§ WORK REQUEST
Find the word "TOWN" in the listing below. Copy every line that has it.

☆ ☆ ☆ ☆ ☆

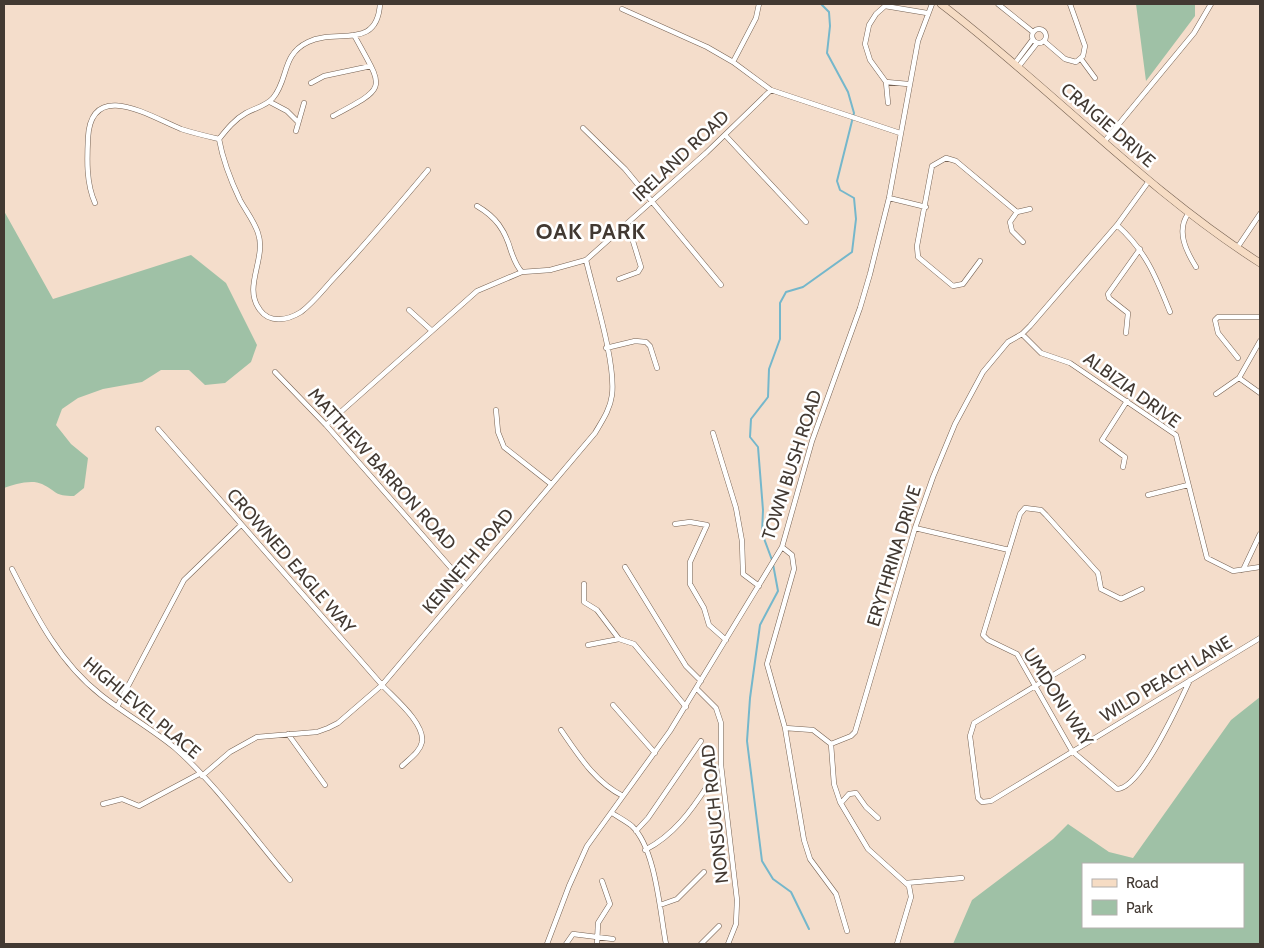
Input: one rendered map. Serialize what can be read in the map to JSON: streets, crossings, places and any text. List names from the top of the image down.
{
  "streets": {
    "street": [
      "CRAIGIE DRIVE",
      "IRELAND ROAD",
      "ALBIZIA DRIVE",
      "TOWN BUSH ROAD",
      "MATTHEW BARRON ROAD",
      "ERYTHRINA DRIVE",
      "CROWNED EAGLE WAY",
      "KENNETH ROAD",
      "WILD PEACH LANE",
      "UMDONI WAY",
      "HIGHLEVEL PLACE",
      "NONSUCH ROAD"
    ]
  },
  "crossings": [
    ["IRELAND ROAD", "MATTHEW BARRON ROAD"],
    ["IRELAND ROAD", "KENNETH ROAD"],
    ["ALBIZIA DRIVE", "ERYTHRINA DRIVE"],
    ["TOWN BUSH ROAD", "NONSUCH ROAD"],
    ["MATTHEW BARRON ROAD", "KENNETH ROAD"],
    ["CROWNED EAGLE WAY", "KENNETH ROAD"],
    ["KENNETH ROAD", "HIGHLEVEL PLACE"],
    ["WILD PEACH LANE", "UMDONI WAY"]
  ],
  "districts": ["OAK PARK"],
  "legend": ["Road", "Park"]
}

☆ ☆ ☆ ☆ ☆

§ FINAL ANSWER
      "TOWN BUSH ROAD",
    ["TOWN BUSH ROAD", "NONSUCH ROAD"],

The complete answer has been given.